Windows does indeed check a Microsoft site for connectivity, using the Network
Connectivity Status Indicator site. There are a few variations of the connection
checking process:

 1. NCSI performs a DNS lookup on www.msftncsi.com, then requests
    http://www.msftncsi.com/ncsi.txt. This file is a plain-text file and
    contains only the text Microsoft NCSI.
 2. NCSI sends a DNS lookup request for dns.msftncsi.com. This DNS address
    should resolve to 131.107.255.255. If the address does not match, then it is
    assumed that the internet connection is not functioning correctly.

The exact sequence of when which test is run is not documented; however, a
little bit of digging around with a packet sniffing tool like Wireshark reveals
some info. It appears that on any connection, the first thing NCSI does is
requests the text file (step 1 above). NCSI expects a 200 OK response header
with the proper text returned. If the response is never received, or if there is
a redirect, then a DNS request for dns.msftncsi.com is made. If DNS resolves
properly but the page is inaccessible, then it is assumed that there is a
working internet connection, but an in-browser authentication page is blocking
access to the file. This results in the pop-up balloon above. If DNS resolution
fails or returns the wrong address, then it is assumed that the internet
connection is completely unsuccessful, and the “no internet access” error is
shown.

The order of events appears to be slightly different depending on whether the
wireless network is saved, has been connected to before even if it is not in the
saved connections list, and possibly depending on the encryption type. The DNS
and HTTP requests and responses showing up in Wireshark were not always
consistent, even connecting to the same network, so it’s not entirely clear what
causes different methods of detection under different scenarios.


WHAT ABOUT MY PRIVACY?

Some people may be concerned about Windows “phoning home” to Microsoft with
their PC’s information through this service. According to Microsoft’s
documentation, NCSI retains the time of access and IP addresses of requests made
to www.msftncsi.com:

> IIS logs are stored on the server at www.msftncsi.com. These logs contain the
> time of each access and the IP address recorded for that access. These IP
> addresses are not used to identify users, and in many cases, they are the
> address of a network address translation (NAT) computer or proxy server, not a
> specific client behind that NAT computer or proxy server.

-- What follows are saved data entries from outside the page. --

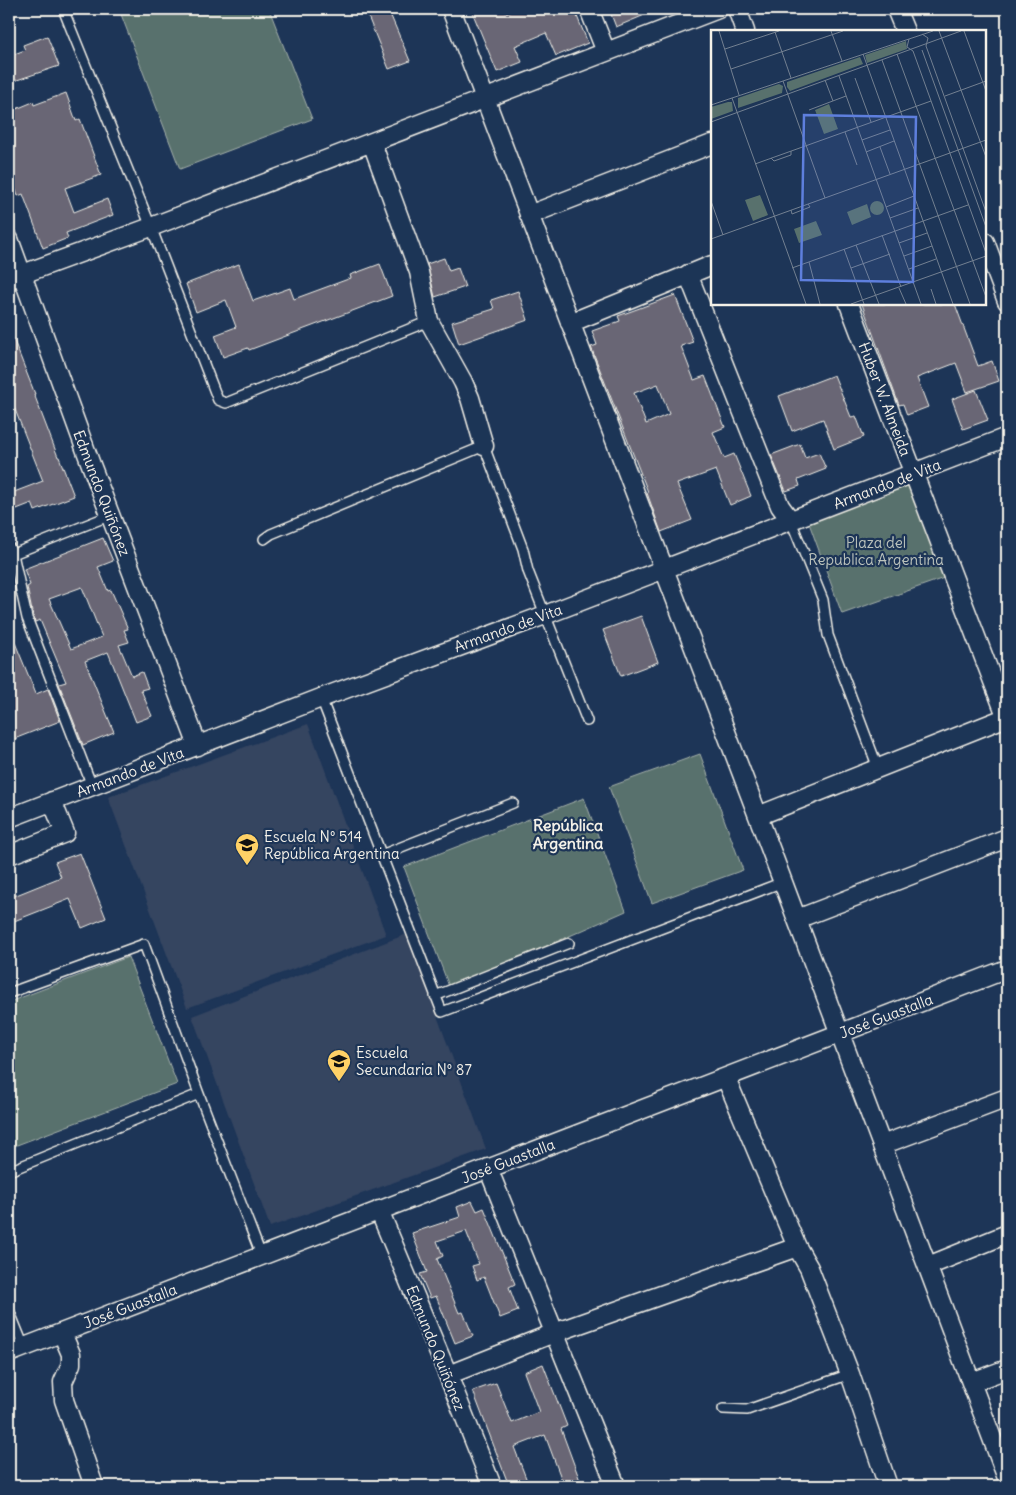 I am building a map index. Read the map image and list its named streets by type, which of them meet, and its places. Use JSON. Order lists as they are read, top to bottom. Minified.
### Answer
{"streets":{"street":["Huber W. Almeida","Armando de Vita","Edmundo Quiñónez","José Guastalla"]},"crossings":[["Huber W. Almeida","Armando de Vita"],["Armando de Vita","Edmundo Quiñónez"],["Edmundo Quiñónez","José Guastalla"]],"districts":["República Argentina"],"parks":["Plaza del Republica Argentina"],"places":{"school or university":["Escuela Nº 514 República Argentina","Escuela Secundaria Nº 87"]}} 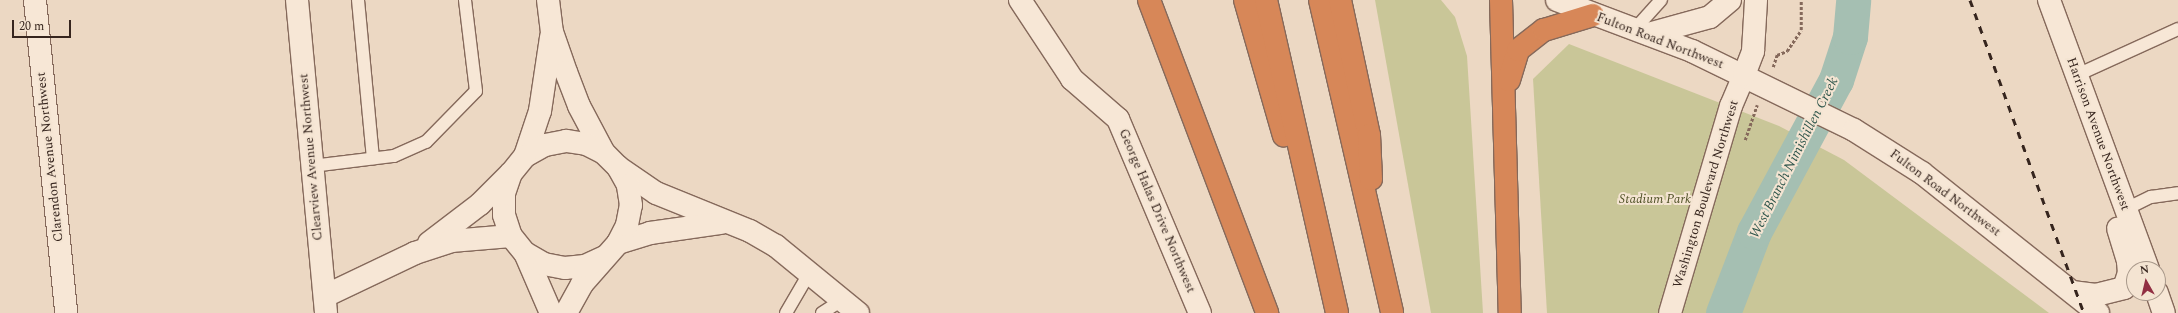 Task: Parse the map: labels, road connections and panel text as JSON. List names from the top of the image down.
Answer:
{
  "streets": {
    "street": [
      "Fulton Road Northwest",
      "Harrison Avenue Northwest",
      "Clarendon Avenue Northwest",
      "Clearview Avenue Northwest",
      "Washington Boulevard Northwest",
      "George Halas Drive Northwest"
    ]
  },
  "crossings": [
    ["Fulton Road Northwest", "Washington Boulevard Northwest"]
  ],
  "water": ["West Branch Nimishillen Creek"],
  "parks": ["Stadium Park"],
  "scale_bar": "20 m",
  "north": "top"
} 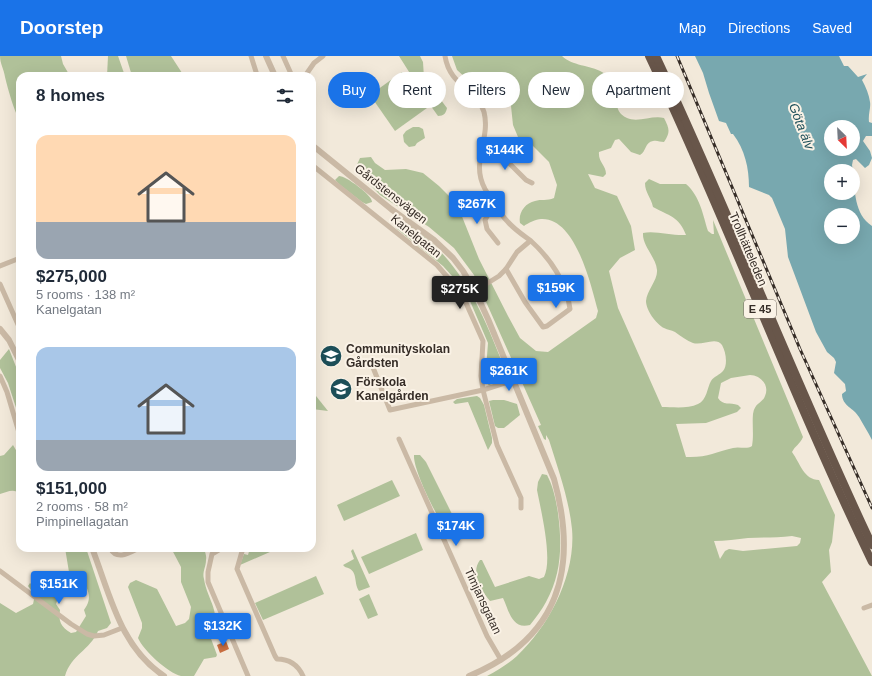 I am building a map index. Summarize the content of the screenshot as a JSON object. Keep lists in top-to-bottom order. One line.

It is possible to disable NCSI by a registry setting if you don’t want Microsoft
to be able to check your internet connection.

>  1. HKEY_LOCAL_MACHINESYSTEMCurrentControlSetServicesNlaSvcParametersInternet
>  2. Under the Internet key, double-click EnableActiveProbing, and then in
>     Value data, type: 0.The default for this value is 1. Setting the value to
>     0 prevents NCSI from connecting to a site on the Internet during checks
>     for connectivity.

When I changed this registry setting, Wireshark picked up no more communication
to the NCSI site. As a result, there was no indicator that in-browser
authentication was required, and the connection indicator would say “internet
connection” even if there was in fact none present.

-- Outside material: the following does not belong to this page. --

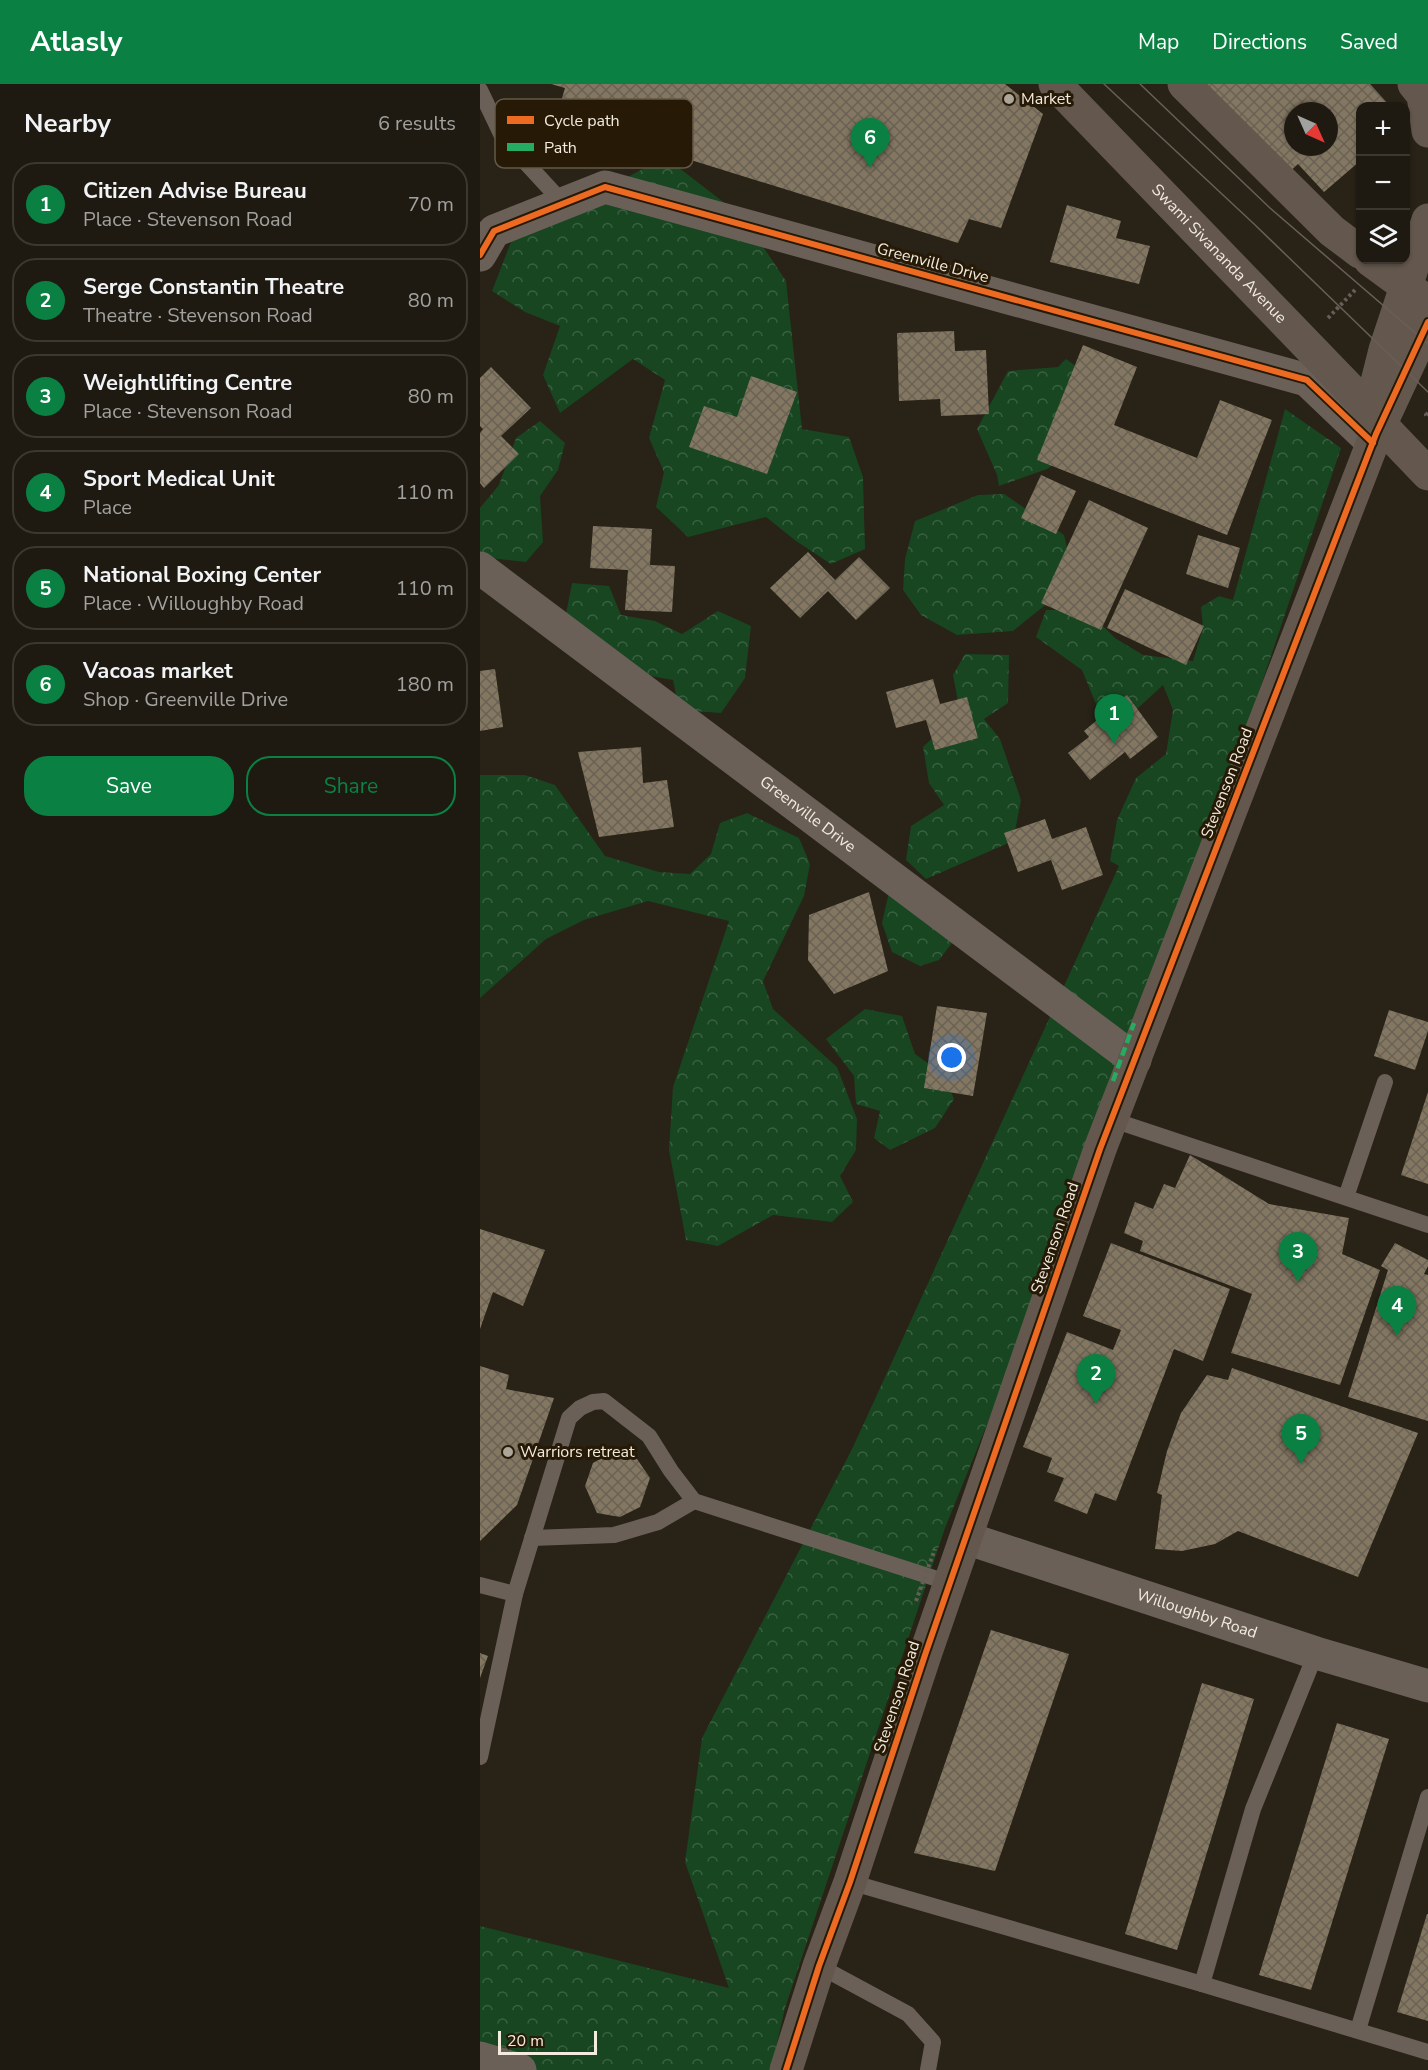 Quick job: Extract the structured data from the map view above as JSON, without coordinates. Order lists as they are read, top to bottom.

In the same registry key were a series of other parameters. The expected DNS
response, the host to query for a DNS address, the expected content of the text
file, the name of the text file, and the domain with the text file were all
included. The other parameters are not quite as self explanatory. I tried
adapting PassivePollPeriod, expecting it to change how frequently NCSI would
poll the server. It appeared at first that the decimal value was equal to that
many tenths of a minute, so a value of 5 polls every 30 seconds and a value of
10 polls every minute. However, the frequency also seemed to decrease with time.
I could not figure out the use of the other two values.

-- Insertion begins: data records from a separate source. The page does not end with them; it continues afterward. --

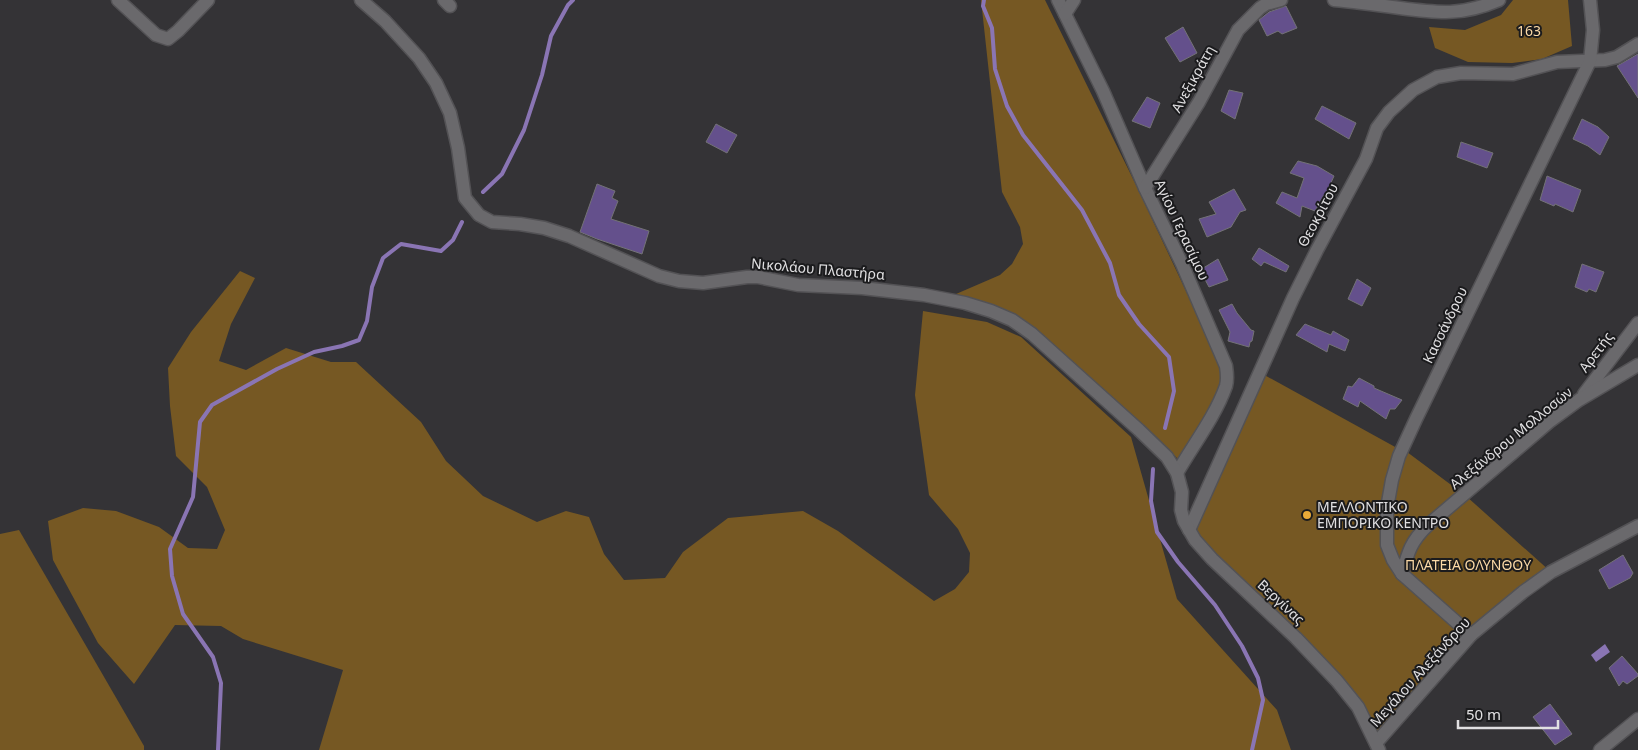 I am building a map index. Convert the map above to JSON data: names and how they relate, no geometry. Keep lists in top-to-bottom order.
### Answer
{
  "streets": {
    "street": [
      "Ανεξικράτη",
      "Θεοκρίτου",
      "Αγίου Γερασίμου",
      "Νικολάου Πλαστήρα",
      "Κασσάνδρου",
      "Αρετής",
      "Αλεξάνδρου Μολλοσών",
      "Βεργίνας",
      "Μεγάλου Αλεξάνδρου"
    ]
  },
  "crossings": [
    ["Ανεξικράτη", "Αγίου Γερασίμου"],
    ["Θεοκρίτου", "Κασσάνδρου"],
    ["Θεοκρίτου", "Βεργίνας"],
    ["Αγίου Γερασίμου", "Νικολάου Πλαστήρα"],
    ["Αγίου Γερασίμου", "Βεργίνας"],
    ["Νικολάου Πλαστήρα", "Βεργίνας"],
    ["Κασσάνδρου", "Αλεξάνδρου Μολλοσών"],
    ["Κασσάνδρου", "Μεγάλου Αλεξάνδρου"],
    ["Αρετής", "Αλεξάνδρου Μολλοσών"],
    ["Βεργίνας", "Μεγάλου Αλεξάνδρου"]
  ],
  "parks": ["163", "ΠΛΑΤΕΙΑ ΟΛΥΝΘΟΥ"],
  "places": ["ΜΕΛΛΟΝΤΙΚΟ ΕΜΠΟΡΙΚΟ ΚΕΝΤΡΟ"],
  "scale_bar": "50 m"
}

CAN I RUN MY OWN NCSI SERVER?

For those concerned about privacy, is it possible to run your own server to
respond to these requests? Let’s find out!

I created ncsi.nathanhinkle.com on my web hosting, and set it up to send
/ncsi.txt as a plain text file with the content nhinkle NCSI. I then changed all
of the registry values to point to the values for my server, and what do you
know, it worked! Looking in Wireshark, requests were being made to my server
instead of to Microsoft’s server, and the system was still determining the
status of the internet connection correctly. The user agent on the requests was
still Microsoft NCSI, indicating that it was indeed the same service making the
requests.



So, if you want your computer to be able to check its connectivity to the
internet while not sending your every move to Microsoft, this is a way to do it.
As an added benefit, this could be used as a tracking mechanism to see where
your computer goes, particularly should it get lost or stolen, since any
connection attempt will result in your server being requested.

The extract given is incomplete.